Looks like “perf record” gets no samples, either. Maybe it’s related?
# perf record -e cycles -e instructions -c 1000 hackbench
Running in process mode with 10 groups using 40 file descriptors each (== 400 tasks)
Each sender will pass 100 messages of 100 bytes
Time: 0.917
[ perf record: Woken up 1 times to write data ]
[ perf record: Captured and wrote 0.047 MB perf.data ]
# perf report --stdio
Error:
The perf.data data has no samples!
No problem. I’m really happy to see this. I tried to get perf to work with the performance counters on the Unleashed board once but it went nowhere, too many levels of abstraction in between.
Speaking of which: don’t there need to be pmu and pmu,event-to entries in the DTS file for the board, for the vendor-specific counters? (and accompanying u-boot patch) Or are these general counters always available?
Perf record will not work on hifive unmatched as it doesn’t implement sscofpmf implementation. sscofpmf extension provisions for local counter overflow interrupts.
However, the linux pmu driver should print that event counting is not supported in absense of sscofpmf implementation. I will look into that.

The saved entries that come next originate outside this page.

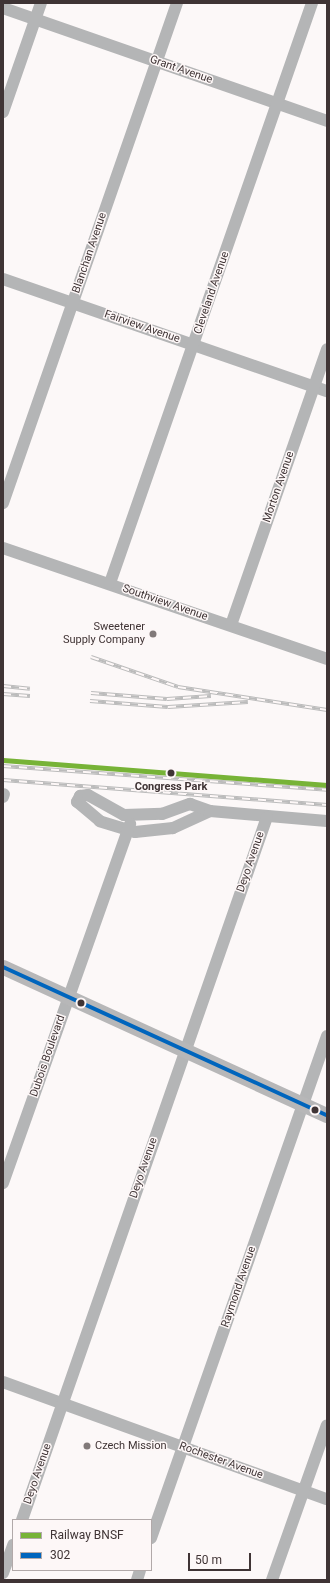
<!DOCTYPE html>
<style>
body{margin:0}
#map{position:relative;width:330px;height:1583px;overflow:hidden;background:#fcf8f8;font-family:Roboto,sans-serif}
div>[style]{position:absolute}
.minor>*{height:12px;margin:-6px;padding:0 6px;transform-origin:6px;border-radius:6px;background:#b4b5b6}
.major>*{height:15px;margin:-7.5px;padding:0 7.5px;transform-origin:7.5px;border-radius:7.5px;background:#b7b7b8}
.rail>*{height:4px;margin-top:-2px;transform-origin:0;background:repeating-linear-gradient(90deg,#fdf7f7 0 8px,#bbb 0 16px);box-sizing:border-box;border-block:1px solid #bbb}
.bus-1>*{height:4px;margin:-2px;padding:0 2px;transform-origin:2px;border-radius:2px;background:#0065bd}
.rail-1>*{height:5px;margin:-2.5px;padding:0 2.5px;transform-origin:2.5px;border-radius:2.5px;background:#77b337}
.dots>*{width:11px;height:11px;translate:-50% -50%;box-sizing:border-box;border:2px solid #fdf7f7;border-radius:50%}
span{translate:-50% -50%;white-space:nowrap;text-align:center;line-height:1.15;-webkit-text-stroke:3px #fdf7f7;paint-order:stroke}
.street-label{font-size:11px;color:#3f3435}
.poi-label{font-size:11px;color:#3f3435}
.right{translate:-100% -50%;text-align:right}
.left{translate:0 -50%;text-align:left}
.stop-label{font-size:11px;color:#3f3435;font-weight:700}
.frame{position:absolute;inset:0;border:4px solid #3f3435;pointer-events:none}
.legend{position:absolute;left:12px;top:1519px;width:140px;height:52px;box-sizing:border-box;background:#fdf7f7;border:1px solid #b1a9a9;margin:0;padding:5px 7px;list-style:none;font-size:12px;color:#3f3435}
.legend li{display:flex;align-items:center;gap:8px;height:20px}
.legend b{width:20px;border:1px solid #b1a9a9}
.scale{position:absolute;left:188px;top:1553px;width:63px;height:18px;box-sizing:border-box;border:2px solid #3f3435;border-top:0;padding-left:5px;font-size:12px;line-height:14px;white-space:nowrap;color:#3f3435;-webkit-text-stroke:3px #fdf7f7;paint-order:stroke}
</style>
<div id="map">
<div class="minor">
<div style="left:3px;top:8px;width:343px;rotate:19.2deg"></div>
<div style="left:3px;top:112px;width:115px;rotate:-70.8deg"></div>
<div style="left:3px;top:279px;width:343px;rotate:19.1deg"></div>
<div style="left:3px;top:503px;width:529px;rotate:-70.81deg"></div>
<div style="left:3px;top:548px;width:342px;rotate:18.9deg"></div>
<div style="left:110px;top:583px;width:614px;rotate:-70.8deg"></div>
<div style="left:231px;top:625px;width:292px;rotate:-70.8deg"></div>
<div style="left:3px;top:797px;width:3px;rotate:-72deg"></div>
<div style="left:210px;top:811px;width:41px;rotate:155.3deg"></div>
<div style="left:173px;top:828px;width:38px;rotate:174deg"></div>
<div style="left:135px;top:832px;width:37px;rotate:-163deg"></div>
<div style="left:100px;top:821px;width:30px;rotate:-140deg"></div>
<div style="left:77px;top:802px;width:7px;rotate:-63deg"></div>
<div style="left:80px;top:796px;width:8px;rotate:-7deg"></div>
<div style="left:88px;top:795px;width:41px;rotate:29.1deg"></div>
<div style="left:124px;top:815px;width:38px;rotate:-2deg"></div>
<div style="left:162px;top:814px;width:30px;rotate:-20deg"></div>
<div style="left:190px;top:804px;width:21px;rotate:19deg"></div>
<div style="left:210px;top:811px;width:117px;rotate:4.9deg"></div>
<div style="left:3px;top:1183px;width:381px;rotate:-70.5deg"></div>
<div style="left:3px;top:1382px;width:344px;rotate:19.9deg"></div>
<div style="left:22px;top:1520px;width:744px;rotate:-70.79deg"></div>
<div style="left:151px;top:1538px;width:532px;rotate:-70.68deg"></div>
<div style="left:3px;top:1573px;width:30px;rotate:-70deg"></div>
<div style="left:137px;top:1580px;width:10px;rotate:-73deg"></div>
<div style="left:272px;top:1580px;width:164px;rotate:-70.5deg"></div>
</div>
<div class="major">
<div style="left:3px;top:967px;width:356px;rotate:24.6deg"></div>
</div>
<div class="rail">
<div style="left:91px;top:657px;width:92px;rotate:19deg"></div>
<div style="left:178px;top:687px;width:151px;rotate:8.8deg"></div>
<div style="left:3px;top:686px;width:27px;rotate:6deg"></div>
<div style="left:91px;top:693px;width:76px;rotate:4.5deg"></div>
<div style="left:167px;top:699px;width:44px;rotate:-3.9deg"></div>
<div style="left:3px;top:694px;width:27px;rotate:4deg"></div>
<div style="left:90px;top:701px;width:78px;rotate:4.4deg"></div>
<div style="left:168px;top:707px;width:80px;rotate:-3.6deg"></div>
<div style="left:3px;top:766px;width:325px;rotate:4.2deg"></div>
<div style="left:3px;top:780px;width:325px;rotate:4.4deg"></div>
</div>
<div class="bus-1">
<div style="left:3px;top:967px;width:356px;rotate:24.6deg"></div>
</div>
<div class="rail-1">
<div style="left:3px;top:760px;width:325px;rotate:4.4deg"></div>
</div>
<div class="dots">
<div style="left:153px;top:634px;background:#817979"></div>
<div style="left:171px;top:773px;background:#3f3435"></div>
<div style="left:81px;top:1003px;background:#3f3435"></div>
<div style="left:315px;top:1110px;background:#3f3435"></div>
<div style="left:87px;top:1446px;background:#817979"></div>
</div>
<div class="street-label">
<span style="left:181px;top:70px;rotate:19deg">Grant Avenue</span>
<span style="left:90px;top:253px;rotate:-71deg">Blanchan Avenue</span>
<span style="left:212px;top:293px;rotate:-71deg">Cleveland Avenue</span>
<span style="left:142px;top:327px;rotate:19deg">Fairview Avenue</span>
<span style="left:279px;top:487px;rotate:-71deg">Morton Avenue</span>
<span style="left:165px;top:603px;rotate:19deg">Southview Avenue</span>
<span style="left:251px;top:862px;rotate:-71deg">Deyo Avenue</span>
<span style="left:48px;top:1056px;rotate:-71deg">Dubois Boulevard</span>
<span style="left:144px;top:1168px;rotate:-71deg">Deyo Avenue</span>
<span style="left:239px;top:1287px;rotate:-71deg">Raymond Avenue</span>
<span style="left:221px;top:1461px;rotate:20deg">Rochester Avenue</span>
<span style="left:38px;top:1474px;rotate:-71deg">Deyo Avenue</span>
</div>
<div class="poi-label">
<span class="right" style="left:145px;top:634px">Sweetener<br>Supply Company</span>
<span class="left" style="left:95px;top:1446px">Czech Mission</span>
</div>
<div class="stop-label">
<span style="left:171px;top:787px">Congress Park</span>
</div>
<div class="frame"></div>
<ul class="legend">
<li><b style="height:5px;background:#77b337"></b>Railway BNSF</li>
<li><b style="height:5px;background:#0065bd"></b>302</li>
</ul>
<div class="scale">50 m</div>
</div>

Perf record will not work on hifive unmatched as it doesn’t implement sscofpmf implementation. sscofpmf extension provisions for local counter overflow interrupts.
Yes - sscofpmf make sense - didn’t thought about it.
# perf stat sleep 1
Performance counter stats for 'sleep 1':
1.23 msec task-clock # 0.001 CPUs utilized
1 context-switches # 815.661 /sec
0 cpu-migrations # 0.000 /sec
45 page-faults # 36.705 K/sec
1468356 cycles # 1.198 GHz
508982 instructions # 0.35 insn per cycle
69255 branches # 56.489 M/sec
25223 branch-misses # 36.42% of all branches
1.002246000 seconds time elapsed
0.002639000 seconds user
0.000000000 seconds sys
Now displayed correctly see table.
You still can’t and it won’t be possible to use sampling (perf record, perf top) with hardware counters as leader, but error is now displayed correctly:
# perf record
Error:
cycles: PMU Hardware doesn't support sampling/overflow-interrupts. Try 'perf stat'
Still you can record with task-clock, cpu-clock (or any software counter) as leaders - if it useful for you, i.e.:
# perf record -e '{cpu-clock,cycles,instructions,branches}:s' sleep 1
[ perf record: Woken up 1 times to write data ]
[ perf record: Captured and wrote 0.003 MB perf.data (36 samples) ]
This is great, but curious how we can validate that the counter is accurate? With more events than counters, is the kernel automatically multiplexing them? These values could be more of an estimate and not an actual count, so wondering how we can gain confidence.